_Task details_
Please repeat the records below exactly, skipping any pictures.

[Excerpts from a dataset]
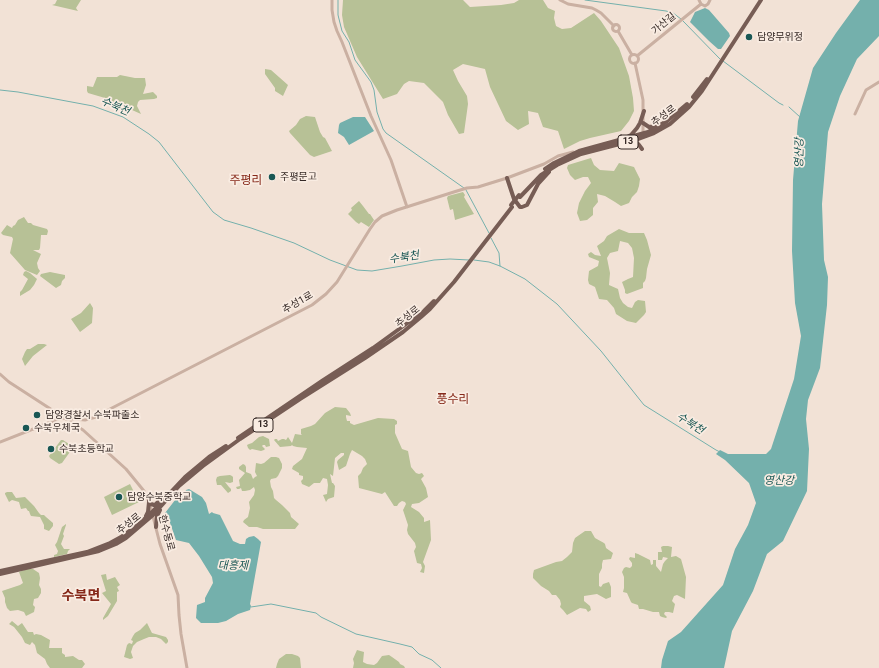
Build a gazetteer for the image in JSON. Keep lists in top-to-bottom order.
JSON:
{
  "streets": {
    "main road": ["추성로", "13"],
    "street": ["가산길", "추성1로", "한수동로"]
  },
  "crossings": [
    ["추성로", "추성1로"],
    ["추성로", "한수동로"],
    ["추성1로", "한수동로"]
  ],
  "districts": ["주평리", "풍수리", "수북면"],
  "water": ["수북천", "영산강", "대흥제"],
  "places": [
    "담양무위정",
    "주평문고",
    "담양경찰서 수북파출소",
    "수북우체국",
    "수북초등학교",
    "담양수북중학교"
  ]
}
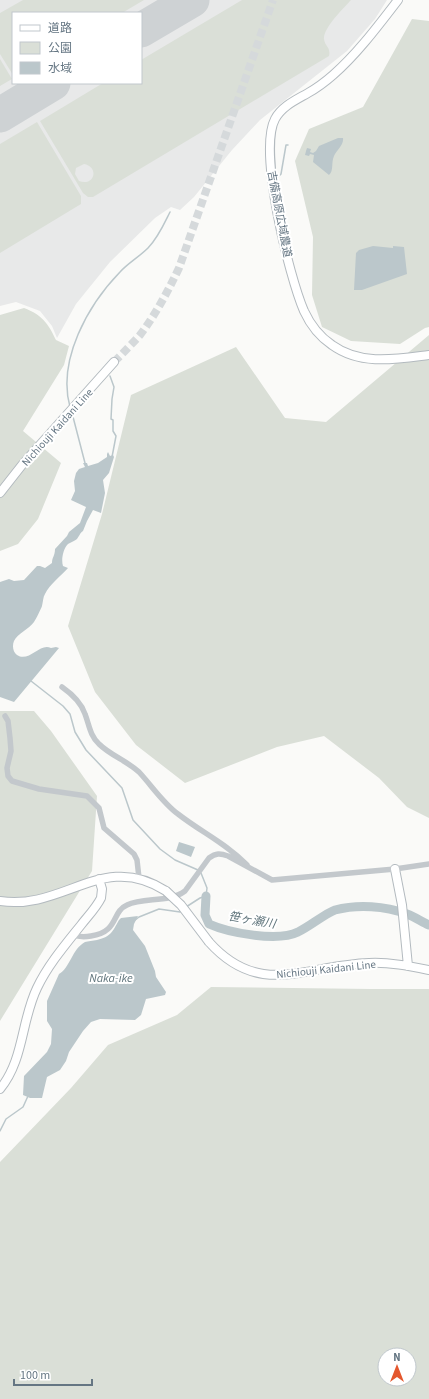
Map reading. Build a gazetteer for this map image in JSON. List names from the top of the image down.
{
  "streets": {
    "street": ["吉備高原広域農道", "Nichiouji Kaidani Line"]
  },
  "water": ["笹ヶ瀬川", "Naka-ike"],
  "legend": ["道路", "公園", "水域"],
  "scale_bar": "100 m",
  "north": "top"
}
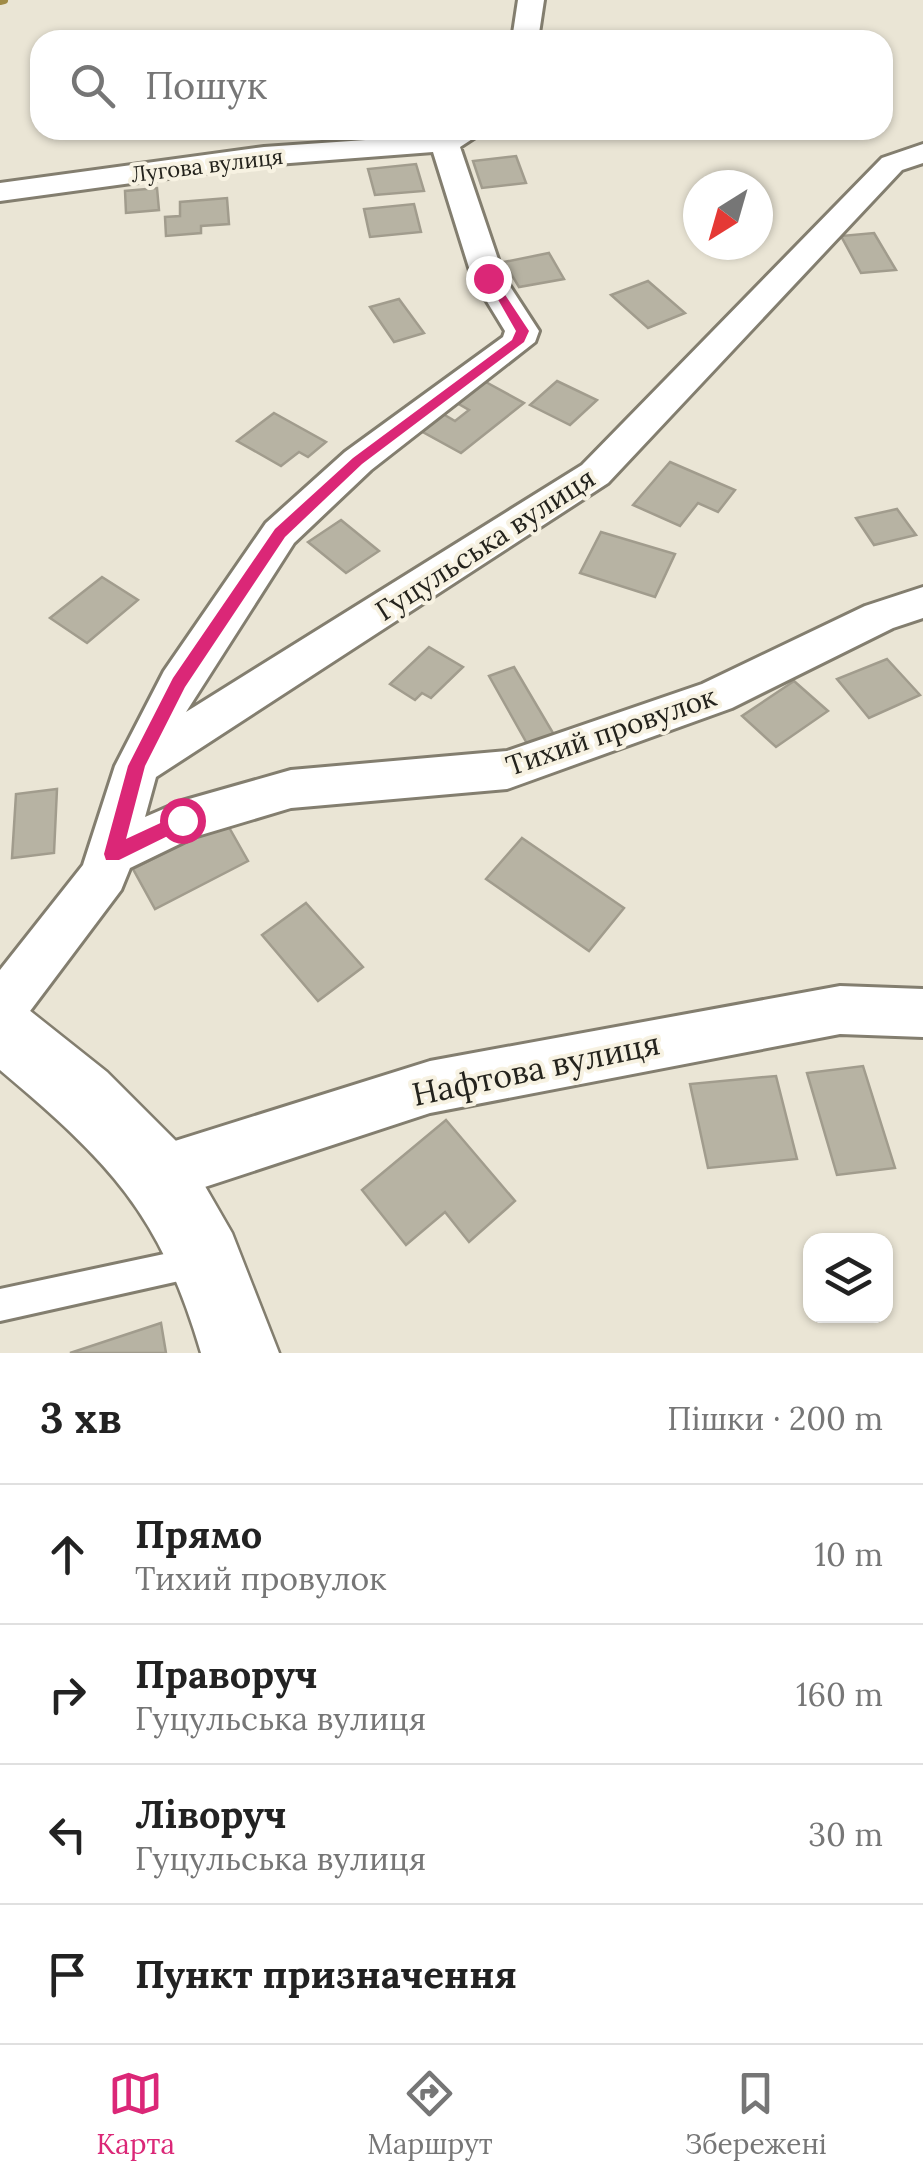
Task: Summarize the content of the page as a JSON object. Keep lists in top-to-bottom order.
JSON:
{
  "streets": {
    "street": [
      "Лугова вулиця",
      "Гуцульська вулиця",
      "Тихий провулок",
      "Нафтова вулиця"
    ]
  },
  "north": "bottom left",
  "page": {
    "search": "Пошук",
    "heading": ["3 хв", "Пішки · 200 m"],
    "list": [
      ["Прямо", "Тихий провулок", "10 m"],
      ["Праворуч", "Гуцульська вулиця", "160 m"],
      ["Ліворуч", "Гуцульська вулиця", "30 m"],
      "Пункт призначення"
    ],
    "nav": ["Карта", "Маршрут", "Збережені"]
  }
}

_Task solution_
Build a gazetteer for the image in JSON. Keep lists in top-to-bottom order.
JSON:
{
  "streets": {
    "main road": ["추성로", "13"],
    "street": ["가산길", "추성1로", "한수동로"]
  },
  "crossings": [
    ["추성로", "추성1로"],
    ["추성로", "한수동로"],
    ["추성1로", "한수동로"]
  ],
  "districts": ["주평리", "풍수리", "수북면"],
  "water": ["수북천", "영산강", "대흥제"],
  "places": [
    "담양무위정",
    "주평문고",
    "담양경찰서 수북파출소",
    "수북우체국",
    "수북초등학교",
    "담양수북중학교"
  ]
}
Map reading. Build a gazetteer for this map image in JSON. List names from the top of the image down.
{
  "streets": {
    "street": ["吉備高原広域農道", "Nichiouji Kaidani Line"]
  },
  "water": ["笹ヶ瀬川", "Naka-ike"],
  "legend": ["道路", "公園", "水域"],
  "scale_bar": "100 m",
  "north": "top"
}
Task: Summarize the content of the page as a JSON object. Keep lists in top-to-bottom order.
JSON:
{
  "streets": {
    "street": [
      "Лугова вулиця",
      "Гуцульська вулиця",
      "Тихий провулок",
      "Нафтова вулиця"
    ]
  },
  "north": "bottom left",
  "page": {
    "search": "Пошук",
    "heading": ["3 хв", "Пішки · 200 m"],
    "list": [
      ["Прямо", "Тихий провулок", "10 m"],
      ["Праворуч", "Гуцульська вулиця", "160 m"],
      ["Ліворуч", "Гуцульська вулиця", "30 m"],
      "Пункт призначення"
    ],
    "nav": ["Карта", "Маршрут", "Збережені"]
  }
}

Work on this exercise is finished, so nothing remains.